Ora, al di là dell’indignazione popolare che è grande e sacrosanta, viene il momento di fissare alcuni punti fermi. Perché Roma non è affatto un’eccezione nel panorama sconfortante della generale incapacità di mettere a reddito un patrimonio pubblico nazionale di mattoni che, in tutta Italia, il Mef stimava in un valore superiore ai 400 miliardi. Le soluzioni dell’affittopoli romana possono e devono oggi divenire un modello di riferimento da adottare anche nel resto delle città italiane, se si continuerà a percorrere con decisione la strada finalmente imboccata dal commissario Tronca.
Diciamo innanzitutto che a Tronca occorre essere grati. I sindaci capitolini che l’hanno preceduto masticano amaro, giungono quasi ad accusarlo di demagogia, di assumersi il merito di un lavoro già portato avanti da altri. Non è così. Tronca non ha pubblicato qualche dato on line per salvarsi la coscienza. Ha attivato task force operative. Ha chiamato in aiuto altri apparati dello Stato. Ha fissato tempi precisi per i controlli. E ha subito aggiunto che occorre identificare e punire tutti i dirigenti che per anni hanno permesso questo scempio. Non dimentichiamo che nel Lazio l’addizionale Irpef è al massimo in Italia, al 3,3%, e idem dicasi per quella comunale allo 0,9%. A chi paga sberle di tasse non si può offrire in cambio l’incapacità manifesta di Comune e Regione di non saper incassare ciò che dovrebbero pretendere da chi deve pagare secondo canoni adeguati.
Proprio le dimensioni di affittopoli indicano qual è la vera ragione di decenni di totale “distrazione” del padrone pubblico. Non raccontiamoci la storia che si tratti di semplice incuria e inefficienza amministrativa. Quella dell’edilizia pubblica a prezzi illegittimi di favore è una grande macchina di consenso clientelare. Per questo è un commissario e non un sindaco eletto di destra o di sinistra, ad affondarvi il coltello della giustizia.

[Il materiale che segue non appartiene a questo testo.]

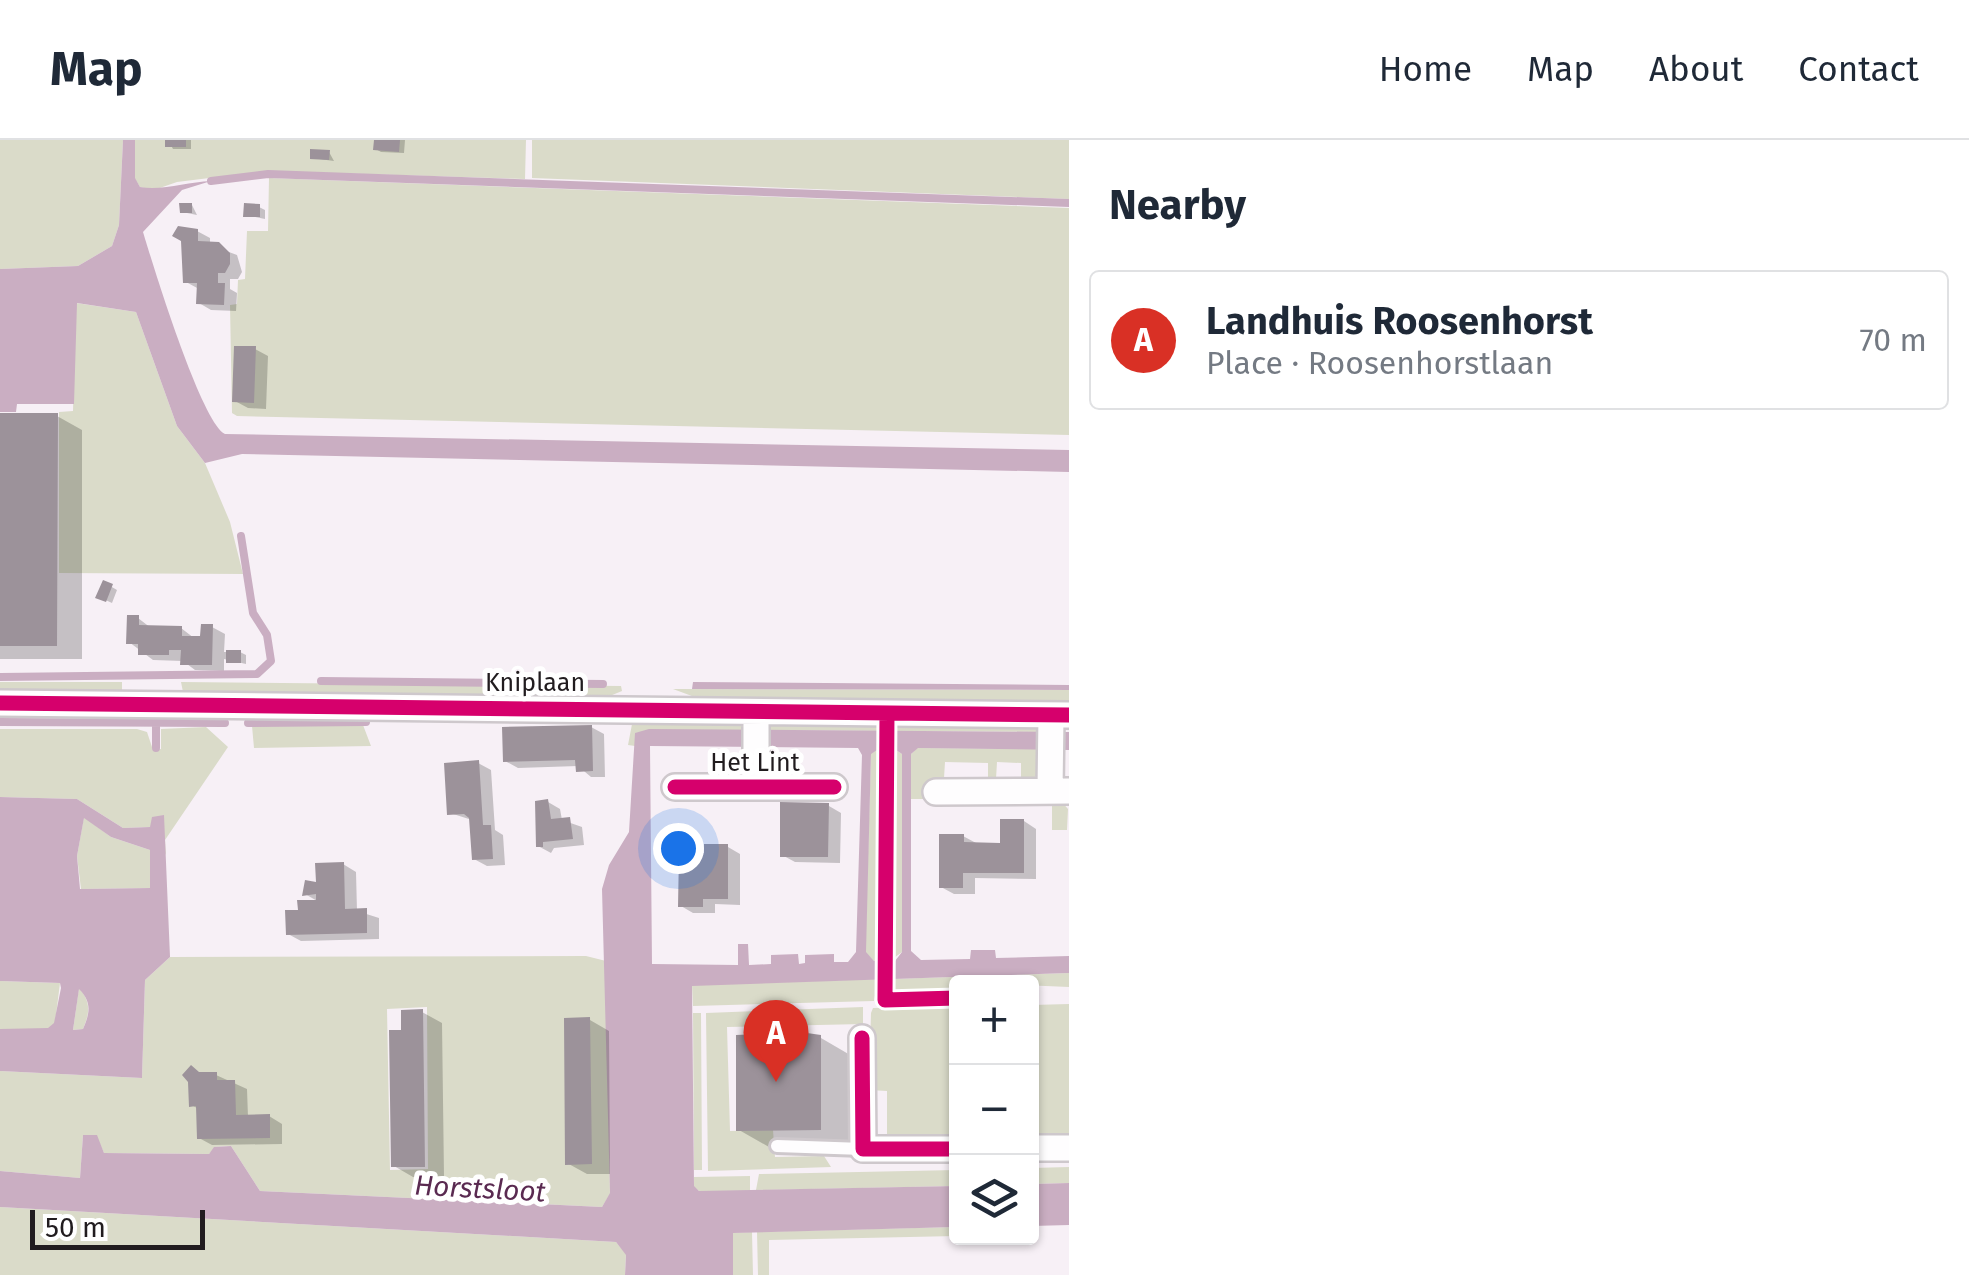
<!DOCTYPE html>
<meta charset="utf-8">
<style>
:root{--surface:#fff;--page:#f6f6f7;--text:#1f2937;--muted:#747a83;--line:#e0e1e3;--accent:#d93025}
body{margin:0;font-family:"Fira Sans",sans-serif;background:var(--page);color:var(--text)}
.controls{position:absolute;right:30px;bottom:30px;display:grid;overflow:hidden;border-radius:10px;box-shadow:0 2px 8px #0004}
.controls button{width:90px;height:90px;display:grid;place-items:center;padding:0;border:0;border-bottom:2px solid var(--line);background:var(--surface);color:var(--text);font:50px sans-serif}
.scale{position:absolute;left:30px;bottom:25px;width:175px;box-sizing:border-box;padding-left:10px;border:5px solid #211c1f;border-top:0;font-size:28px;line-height:35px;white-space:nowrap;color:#211c1f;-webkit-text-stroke:8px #fff;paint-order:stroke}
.you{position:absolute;left:678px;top:708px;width:35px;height:35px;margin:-25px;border:8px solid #fff;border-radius:50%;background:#1a73e8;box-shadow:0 0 0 15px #1a73e833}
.badge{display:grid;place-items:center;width:65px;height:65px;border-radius:50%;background:var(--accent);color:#fff;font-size:32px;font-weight:700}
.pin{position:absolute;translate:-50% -82px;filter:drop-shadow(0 2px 5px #0008)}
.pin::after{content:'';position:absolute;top:52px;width:35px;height:30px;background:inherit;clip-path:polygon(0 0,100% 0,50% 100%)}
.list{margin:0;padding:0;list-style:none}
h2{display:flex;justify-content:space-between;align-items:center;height:130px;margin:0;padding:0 40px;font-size:42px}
h2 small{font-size:32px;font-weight:400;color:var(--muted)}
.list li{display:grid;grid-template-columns:65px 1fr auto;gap:30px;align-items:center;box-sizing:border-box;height:140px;margin:0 20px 20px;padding:0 20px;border:2px solid var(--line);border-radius:10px}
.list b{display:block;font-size:38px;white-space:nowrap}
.list p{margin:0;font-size:32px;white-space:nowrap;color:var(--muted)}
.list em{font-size:32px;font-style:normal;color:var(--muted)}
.icon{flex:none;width:55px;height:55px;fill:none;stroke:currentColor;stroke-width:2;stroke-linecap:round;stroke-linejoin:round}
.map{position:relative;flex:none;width:1069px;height:1135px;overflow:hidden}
header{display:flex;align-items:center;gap:60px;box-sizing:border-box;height:140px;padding:0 50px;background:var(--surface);border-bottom:2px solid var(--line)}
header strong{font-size:48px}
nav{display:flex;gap:55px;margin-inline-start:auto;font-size:35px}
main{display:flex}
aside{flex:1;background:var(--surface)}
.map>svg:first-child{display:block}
.green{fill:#dadbc9;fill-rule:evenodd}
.water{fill:#caaec2;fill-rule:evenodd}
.shadow{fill:#0003}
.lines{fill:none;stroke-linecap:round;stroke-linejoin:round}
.stream{stroke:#caaec2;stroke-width:8}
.building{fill:#9c929a}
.lane-casing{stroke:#cec8cc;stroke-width:18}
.street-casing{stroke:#cec8cc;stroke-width:30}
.lane{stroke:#fefdfe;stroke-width:12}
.street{stroke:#fefdfe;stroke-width:25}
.cycleway-casing{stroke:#fff;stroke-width:21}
.cycleway{stroke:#d6006c;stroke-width:15}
.labels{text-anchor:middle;stroke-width:10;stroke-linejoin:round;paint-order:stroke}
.street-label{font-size:25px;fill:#211c1f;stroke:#fff}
.water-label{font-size:28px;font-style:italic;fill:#5a2a51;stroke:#fff}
</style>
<header>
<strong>Map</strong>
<nav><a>Home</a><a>Map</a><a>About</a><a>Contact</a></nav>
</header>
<main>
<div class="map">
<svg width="1069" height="1135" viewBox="0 0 1069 1135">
<rect width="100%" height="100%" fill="#f7f0f6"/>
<path class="green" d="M0,0H123L119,85L112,106L78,126L0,129Z
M135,0H526L525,39L267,31L177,42L154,50L140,47L135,39Z
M532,0H1069V59L532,38Z
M269,38L1069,68V295L237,276L232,273L230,165L237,164L238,140L245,139L247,91H268Z
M76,163L136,172L177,286L205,323L230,382L243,434L59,433V272L73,271Z
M0,542H122V557L0,555Z
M181,542L621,546L622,551L600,560L208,552L184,557Z
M673,549L1069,550V567L1013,568L1007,560H924L910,566L708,562Z
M633,579L744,580L746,590L635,593V606L628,605Z
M768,580L881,584V591L764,590Z
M1039,582L1041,592L893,591V584Z
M363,585L371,606L254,608L252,586Z
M206,587L228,607L165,700L166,715L151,687L123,688L77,659L0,657V589H137L147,592L153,610L161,609V589Z
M880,608L878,821H874L865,812L871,613Z
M893,608L902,614V812L890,821Z
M917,608L1041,609V628L1033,640L1021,639V623L997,622L996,639H988V623L945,622L944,638L934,639V659H911V614Z
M1052,658L1061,661L1068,669L1067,690H1052Z
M84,677L111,697L150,710V748L81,749L77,716Z
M586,816L606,821L610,1054L602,1067L260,1051L231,1006L215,1007L209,1014L104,1013L96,995H83L80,1038L0,1031V931L142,938L145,840L170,817ZM427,867L428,1029L390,1030L387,869Z
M1069,833V847L956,842V851L896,853L891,847V839Z
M878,839L874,861L693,866L692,845Z
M0,841L60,843L55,883L48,889H0Z
M79,848C91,862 90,872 83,889L73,890Z
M1069,864V997L1032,998V865Z
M956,866V1000H887V951L869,950L871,873L873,868Z
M863,867V884L727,887L730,991L773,990L775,1017L824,1016L831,1027L708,1031L706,873Z
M693,873H701L702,1030H694Z
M1069,1027V1043L1032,1044V1028Z
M956,1030V1046L756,1050L759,1034Z
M750,1036V1052L699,1051L694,1047V1037Z
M0,1067L616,1102L626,1114L625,1135H0Z
M956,1087V1096L769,1100V1135H758L757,1092Z
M752,1092L753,1135H733L732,1093Z"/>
<path class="water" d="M123,0H135V38L140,47C162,51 187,42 211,41L182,50L143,92C153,125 201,282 225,294L1069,310V332L242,314L205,323L177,286L136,172L77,163L74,264H17L16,272H0V129L78,126L112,106L119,85Z
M693,542L1069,545V550L692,549Z
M649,589L1069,592V610L918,608L911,614V811L921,820L970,819L971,810H995L996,818L1069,816V833L692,846L694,1046L699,1051L956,1046V1087L733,1093V1135H625L626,1115L616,1102L0,1067V1031L80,1038L83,995H97L104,1013L209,1014L214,1007L231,1006L260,1051L602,1067L610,1053L602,749L609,725L629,692L635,593ZM650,606L858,608L862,615L856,812L848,822H834V814L805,815V823L799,824L798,814L771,815V824L749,825L748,804H738V825L652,824ZM880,608H893L902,614V812L895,821H874L866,812L871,614Z
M0,657L77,659L123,688L150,687L152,677L164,675L170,817L145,840L142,938L0,931V889L48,888L54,883L61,848L60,843L0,841ZM84,678L111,697L150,710V748L80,749L77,716ZM79,849C92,862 90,873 83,889L73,890Z
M1069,1043V1085L1032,1086V1044Z"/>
<path class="shadow" d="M168,0H191V9H173Z
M376,0H405L404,13L381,12L376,9Z
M329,12L334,21L312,18Z
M192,65L197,75L182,72Z
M259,67L265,70V79L246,75Z
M197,91L210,98V105L237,115L242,132L238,139H230V149L237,153L236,171L211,170L199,163V149L186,142Z
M255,209L268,216L266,269L248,268L235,261Z
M0,276H57L82,290V519H0Z
M105,443L117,450L112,463L99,457Z
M138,478L151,488H181L194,498H203L212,487L225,494L224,512H240L246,515V524L224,519V531L195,530L183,521L153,520L129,502Z
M591,587L604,594L605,637H591L578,626L518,628L505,621Z
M478,623L491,630L495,690L503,695L505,725L487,726L474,719L472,680L450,673Z
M548,662L560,669L562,680L582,687L584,705L554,708L551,713L538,706Z
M829,666L841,673L840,723L795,722L782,715Z
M1024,681L1036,689V739L975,738V754H954L941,747L963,696L976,703L1002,705Z
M728,707L740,714V765L715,764V773H693L681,766L706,715Z
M343,724L356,732L357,771L379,778V799L301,801L288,794L300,772L319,762L305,754Z
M422,872L442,883L444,1036L413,1037L394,1026L404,893Z
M590,880L609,891L610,1034H587L567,1023Z
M821,898L857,919V1010L776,1011L739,990Z
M203,935H216L247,949L248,977L269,976L282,984V1004L212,1005L199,998V969L191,965L190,941Z"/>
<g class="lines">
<path class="stream" d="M211,41L268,34L1069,63
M0,537L257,534L271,521L267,495L253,473L241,396
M321,541L603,544
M0,582L225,583
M248,583L366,582
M156,584V608"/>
</g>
<path class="building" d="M165,0H186V7H165Z
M374,0H400L399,12L373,10Z
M310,9L330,10L329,20L310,19Z
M179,63H192V73H180Z
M244,63L260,64V77H243Z
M178,86L198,89V101L219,102L230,113V124L225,133H218V143H225L224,165L196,164L197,143H183L181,101L172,96Z
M234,206H256L254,263L232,262Z
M0,273H58L57,506H0Z
M103,440L113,444L106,462L95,458Z
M127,475H139V485L182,486V496H200L201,484H213L212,525H180L181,510H169V515H138V504H126Z
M226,510H241V523H226Z
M592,585L593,631L576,632L575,620L503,622L502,587Z
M479,620L483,685H491L493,719L472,720L469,678L464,674L447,675L444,623Z
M548,659L551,679L570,677L573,699L543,702V707H536L535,661Z
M780,662L829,663L828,717H780Z
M1000,679H1024V733H963V748H939V694H964V702L1000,703Z
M704,704H728V759H703V767H678L679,712L704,713Z
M344,722L345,769L367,768V793L286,795L285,770H298L297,760H316V754L302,756L305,740L316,742L315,723Z
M423,869L425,1027H391L389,890H401V870Z
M590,877L592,1024L565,1025L564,878Z
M800,892L821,895V990L736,991V895Z
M191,925L199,932H217V940H235L236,975L270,974V998L197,999L196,966L189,967L188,942L182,935Z"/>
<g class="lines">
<defs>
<path id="lane" d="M777,1006L863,1009"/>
<path id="street" d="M0,563L1069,575
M756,572V646
M675,647H834
M1050,651L1051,575
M936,652L1069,651
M862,898L863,1009H956
M1032,1008H1069"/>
</defs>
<use href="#lane" class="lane-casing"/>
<use href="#street" class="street-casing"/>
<use href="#lane" class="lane"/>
<use href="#street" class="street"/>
<defs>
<path id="cycleway" d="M0,563L1069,575
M887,573L885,860L956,858
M675,647H834
M862,898L863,1009H956"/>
</defs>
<use href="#cycleway" class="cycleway-casing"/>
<use href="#cycleway" class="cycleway"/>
</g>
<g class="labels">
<g class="street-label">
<text x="535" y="551">Kniplaan</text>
<text x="755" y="631">Het Lint</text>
</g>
<g class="water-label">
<text transform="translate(480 1048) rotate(3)" y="10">Horstsloot</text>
</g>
</g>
</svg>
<div class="controls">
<button>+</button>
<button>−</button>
<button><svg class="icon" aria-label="layers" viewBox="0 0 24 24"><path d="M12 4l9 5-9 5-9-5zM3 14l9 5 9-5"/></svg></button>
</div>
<div class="scale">50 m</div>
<div class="you"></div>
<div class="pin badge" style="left:776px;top:942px">A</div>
</div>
<aside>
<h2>Nearby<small></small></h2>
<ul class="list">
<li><span class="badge">A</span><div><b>Landhuis Roosenhorst</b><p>Place · Roosenhorstlaan</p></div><em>70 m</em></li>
</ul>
</aside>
</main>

Ora si tratta di stabilire appunto delle soluzioni che costituiscano precedenti che facciano dovunque testo. Come esempi virtuosi da imitare. Ne indichiamo cinque. I responsabili – amministrativi e politici - del pregresso saranno perseguiti per danno erariale dalla Corte dei Conti. Ma intanto i dirigenti amministrativi possono e devono essere licenziati, senza attendere la Corte e le Procure. I titoli di legittimità degli affittuari vanno ricontrollati in massa, insediando appositi uffici incaricati di verifiche regolari nel tempo. Deve essere rigorosa la classificazione secondo Isee dei legittimi affittuari a canone non di mercato, ma secondo criteri di housing sociale. Gli occupanti senza titolo o con contratti scaduti da decenni vanno sfrattati, perché i canoni a cominciare dal centro devono poter garantire un giusto ritorno alla proprietà pubblica. E va definito un piano di cessioni che distingua il prezzo di offerta d’acquisto secondo criteri oggettivi.
E’ un mix di rigore inflessibile e di ripristino oggettivo di criteri di vera equità, quello che serve per ricondurre l’affittopoli romana a un esempio di virtù civica di a cui andare fieri. I cittadini di Roma e del Lazio se lo meritano, per quanto sopportano ogni giorno. Ed è bene che ogni candidato al Campidoglio scriva questo impegno come prioritario, nel suo programma, perché Tronca può solo avviare l’opera ma spetterà ad altri compierla. Estendendo lo stesso rigore a tutta la troppo estesa presenza pubblica nella vita della Capitale e della Regione, a cominciare dalla condizione disastrata in cui versano molte delle grandi società pubbliche, dai trasporti ai rifiuti. Si può fare, questa è la buona notizia. Ma bisogna farlo.